Pub Date : 2026-06-15Epub Date: 2026-01-09DOI: 10.1016/j.jpba.2026.117337
Marisa H. Maria , Nuno R. Neng , Thomas Berg
The use of alcohol, legal and illicit substances poses great negative consequences on health and economy worldwide. LC-MS/MS allow simultaneous determination of multiple compounds in biological matrices. The aim of this study was to develop a LC-MS/MS method for the determination of the alcohol biomarker phosphatidylethanol (PEth) – including three homologues (PEth 16:0/18:1, PEth 16:0/18:2, PEth 18:0/18:1) - cocaine and three metabolites, and 8 other drugs in whole blood. Whole blood in K2EDTA tubes was prepared by liquid-liquid extraction using heptane/ethyl acetate/2-propanol (16:64:20, v:v:v). Chromatographic separation was achieved on an Acquity BEH C18 column (50 × 2.1 mm I.D., 1.7 µm particles). Mobile phase was 0.025 % ammonia, pH 10.7 (Solvent A) and methanol (Solvent B). The method was fully validated with isotope-labelled internal standards for 10 compounds.
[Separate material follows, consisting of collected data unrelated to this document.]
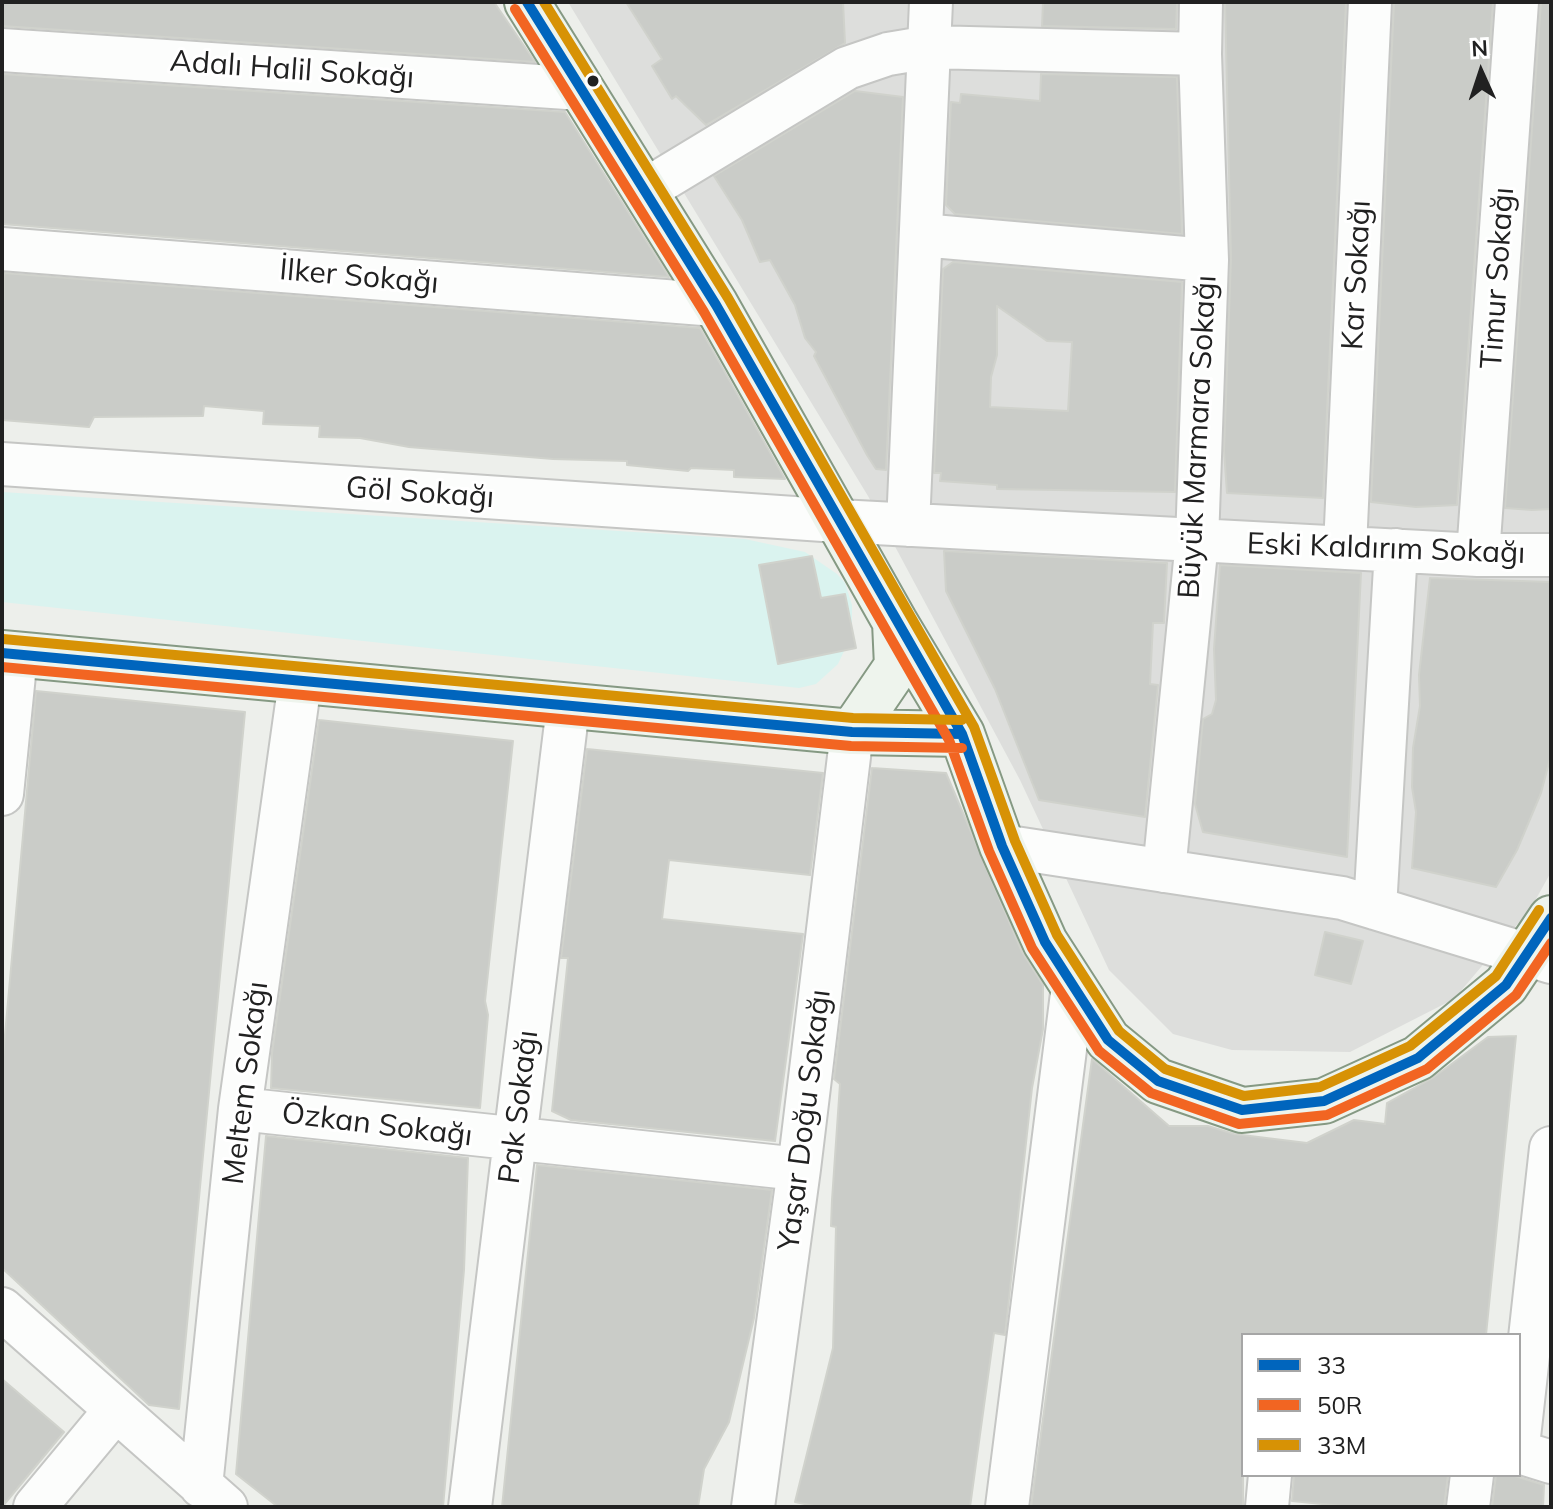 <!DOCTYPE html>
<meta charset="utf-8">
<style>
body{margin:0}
#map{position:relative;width:1553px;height:1509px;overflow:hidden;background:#edefeb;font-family:Mulish,sans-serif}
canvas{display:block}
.frame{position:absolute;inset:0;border:4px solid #212121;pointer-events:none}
.legend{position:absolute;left:1241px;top:1333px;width:280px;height:144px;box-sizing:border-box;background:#fff;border:2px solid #a6a6a6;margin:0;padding:10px 14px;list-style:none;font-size:24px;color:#212121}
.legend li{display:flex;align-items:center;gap:16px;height:40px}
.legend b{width:40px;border:2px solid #a6a6a6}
.north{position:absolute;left:1441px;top:32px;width:80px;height:80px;-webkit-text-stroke:6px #fff;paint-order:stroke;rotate:357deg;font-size:22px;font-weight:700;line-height:32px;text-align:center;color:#212121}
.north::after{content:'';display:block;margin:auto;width:28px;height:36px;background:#212121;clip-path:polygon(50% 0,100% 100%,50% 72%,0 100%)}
</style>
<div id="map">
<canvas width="1553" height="1509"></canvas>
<div class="frame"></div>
<ul class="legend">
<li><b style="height:10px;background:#0065bd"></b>33</li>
<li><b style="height:10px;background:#f26522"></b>50R</li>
<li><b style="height:10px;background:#d79205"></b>33M</li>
</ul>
<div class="north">N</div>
</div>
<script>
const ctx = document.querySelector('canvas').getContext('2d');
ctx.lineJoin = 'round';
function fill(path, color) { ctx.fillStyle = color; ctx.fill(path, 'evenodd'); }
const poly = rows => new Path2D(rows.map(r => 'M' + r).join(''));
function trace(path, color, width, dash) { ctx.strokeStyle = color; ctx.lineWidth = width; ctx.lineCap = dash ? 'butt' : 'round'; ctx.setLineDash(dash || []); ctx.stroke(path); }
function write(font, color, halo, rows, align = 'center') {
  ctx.font = font + ' Mulish,sans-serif'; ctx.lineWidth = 6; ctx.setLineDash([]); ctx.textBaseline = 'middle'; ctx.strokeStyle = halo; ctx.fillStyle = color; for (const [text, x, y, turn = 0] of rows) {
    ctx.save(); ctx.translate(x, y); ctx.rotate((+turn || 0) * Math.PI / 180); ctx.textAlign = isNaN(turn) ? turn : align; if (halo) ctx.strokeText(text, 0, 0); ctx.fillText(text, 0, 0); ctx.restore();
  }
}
fill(poly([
 [568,2,1551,2,1551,872,1531,908,1454,999,1350,1052,1232,1050,1173,1034,1109,970,1020,780,868,496]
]), '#dddedc');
fill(poly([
 [2,492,745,539,805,552,837,574,845,583,852,605,852,634,838,664,816,684,799,688,2,602]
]), '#daf3ef');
const building = poly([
 [2,2,494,2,535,62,2,26,2,2],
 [626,2,843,2,845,43,706,125,676,96,672,99,652,66,662,59,626,2],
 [1043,2,1177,2,1176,29,1042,26,1043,2],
 [1225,2,1346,2,1323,498,1227,493,1224,451,1231,259,1225,2],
 [1394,2,1493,2,1457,505,1416,507,1371,502,1394,2],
 [1541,2,1551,2,1551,509,1532,510,1505,508,1541,2],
 [2,74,565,112,669,277,2,224,2,74],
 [1041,74,1177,77,1182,234,955,214,946,205,951,102,960,103,961,94,1040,101,1041,74],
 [855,91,903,97,886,470,876,469,867,455,814,356,816,352,805,338,795,305,770,260,760,262,742,220,714,176,855,91],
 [953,262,1182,282,1175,492,997,489,997,485,940,481,941,473,934,473,943,269,953,262],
 [997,306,1047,341,1072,342,1068,411,990,407,991,377,997,355,997,306],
 [4,273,700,328,785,479,734,477,734,470,691,468,688,471,627,465,627,461,553,459,409,447,360,438,319,437,320,426,263,424,264,411,204,406,203,416,94,417,89,427,2,420,4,273],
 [944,551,1167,563,1164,623,1153,623,1150,684,1158,685,1145,817,1039,800,995,689,946,591,944,551],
 [812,556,821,598,845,594,856,648,778,664,759,565,812,556],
 [1220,565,1361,573,1347,857,1203,832,1195,804,1203,719,1212,714,1216,700,1214,649,1220,565],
 [1430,578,1551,582,1551,755,1541,793,1517,850,1496,887,1412,868,1416,812,1412,787,1413,748,1420,706,1419,675,1430,578],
 [36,691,245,712,179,1409,149,1405,2,1268,2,1068,36,691],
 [319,720,513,741,485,1001,488,1015,480,1108,271,1088,272,1053,319,720],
 [587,749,823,773,810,875,669,860,662,919,803,934,775,1141,571,1120,552,1111,568,958,561,958,587,749],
 [872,768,946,773,1022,952,1043,985,1043,1029,1032,1088,1005,1335,994,1333,970,1507,819,1507,795,1502,833,1348,836,1227,831,1226,832,1200,840,1084,834,1079,872,768],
 [1325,932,1363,941,1351,984,1315,975,1325,932],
 [1516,1036,1486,1335,1243,1335,1243,1507,1031,1507,1092,1059,1169,1126,1208,1126,1234,1134,1307,1143,1354,1120,1385,1124,1387,1103,1434,1077,1488,1037,1516,1036],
 [266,1136,468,1158,464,1270,443,1507,278,1507,236,1474,266,1136],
 [537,1165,772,1190,754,1318,729,1422,704,1469,698,1507,502,1507,537,1165],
 [2,1379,64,1432,2,1507,2,1379],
 [1294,1475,1448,1475,1444,1507,1352,1507,1292,1501,1294,1475],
 [1496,1475,1512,1475,1544,1485,1543,1507,1492,1507,1496,1475]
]);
fill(building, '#caccc8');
trace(building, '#d0d2cc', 2);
const minor = poly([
 [2,50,582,89],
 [647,189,847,68,888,54,930,47,1200,54],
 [921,235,1207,260],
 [2,249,716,305],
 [2,464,838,521,1478,555,1551,555],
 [908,525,931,2],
 [1345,547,1370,2],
 [1478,555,1517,2],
 [2,794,16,655],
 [1002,846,1342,898,1551,962],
 [1164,871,1197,541,1207,260,1200,54,1201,2],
 [1375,908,1396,550],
 [240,1109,799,1169],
 [2,1309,226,1507],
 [1519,1437,1551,1148],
 [1519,1452,1551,1462],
 [201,1486,240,1109,300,682],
 [35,1507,114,1412],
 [470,1507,568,707],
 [753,1507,799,1169,852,732],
 [1007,1507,1073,986],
 [1267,1507,1270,1475],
 [1468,1507,1472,1475]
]);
const secondary = poly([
 [527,2,716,305,895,622,962,734,1002,846,1045,942,1108,1040,1158,1081,1242,1110,1324,1101,1418,1058,1506,985,1551,918],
 [2,653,852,732,962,734],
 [852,732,897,666,895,622]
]);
trace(minor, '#c5c6c4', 46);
trace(secondary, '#859983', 48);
trace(minor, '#fcfdfc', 42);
trace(secondary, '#eef4ed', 44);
trace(poly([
 [527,2,716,305,962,734,1002,846,1045,942,1108,1040,1158,1081,1242,1110,1324,1101,1418,1058,1506,985,1551,918],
 [2,653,852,732,962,734]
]), '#0065bd', 10);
trace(poly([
 [515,9,704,312,949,740,989,851,1032,948,1099,1051,1151,1093,1239,1124,1327,1115,1427,1069,1516,995,1551,943],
 [2,667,851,746,962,748]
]), '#f26522', 10);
trace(poly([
 [544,2,728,298,974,727,1015,841,1057,935,1119,1031,1165,1069,1244,1096,1320,1087,1410,1046,1496,976,1539,910],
 [3,639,853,718,962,720]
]), '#d79205', 10);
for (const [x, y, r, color] of [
 [593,81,7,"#212121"]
]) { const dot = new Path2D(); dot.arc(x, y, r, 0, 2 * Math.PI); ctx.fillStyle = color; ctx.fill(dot); trace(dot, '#fff', 3); }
write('30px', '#212121', '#fff', [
 ["Adalı Halil Sokağı",292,70,4],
 ["Kar Sokağı",1357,275,-87],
 ["İlker Sokağı",359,277,5],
 ["Timur Sokağı",1498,278,-86],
 ["Büyük Marmara Sokağı",1198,437,-87],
 ["Göl Sokağı",420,493,4],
 ["Eski Kaldırım Sokağı",1386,549,2],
 ["Meltem Sokağı",246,1083,-83],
 ["Pak Sokağı",519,1107,-83],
 ["Yaşar Doğu Sokağı",805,1120,-83],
 ["Özkan Sokağı",377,1125,7]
]);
</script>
Inter-assay precision and accuracy were within ± 16 % for all analytes at five to seven tested concentrations. Recovery was within 42–79 % for 14 compounds and 11 % for benzoylecgonine. Matrix effects were within ± 25 % for most analytes. Internal standards compensated for matrix effects for compounds that had their own internal standards. A robust, precise, and accurate LC-MS/MS method for the determinations of three PEth homologues and 12 drugs and metabolites was, developed and validated. The method is valuable, especially for detecting polydrug use and alcohol consumption. To the best of our knowledge, this is the first LC-MS/MS method for the simultaneous determination of three PEth homologues and different drugs and metabolites.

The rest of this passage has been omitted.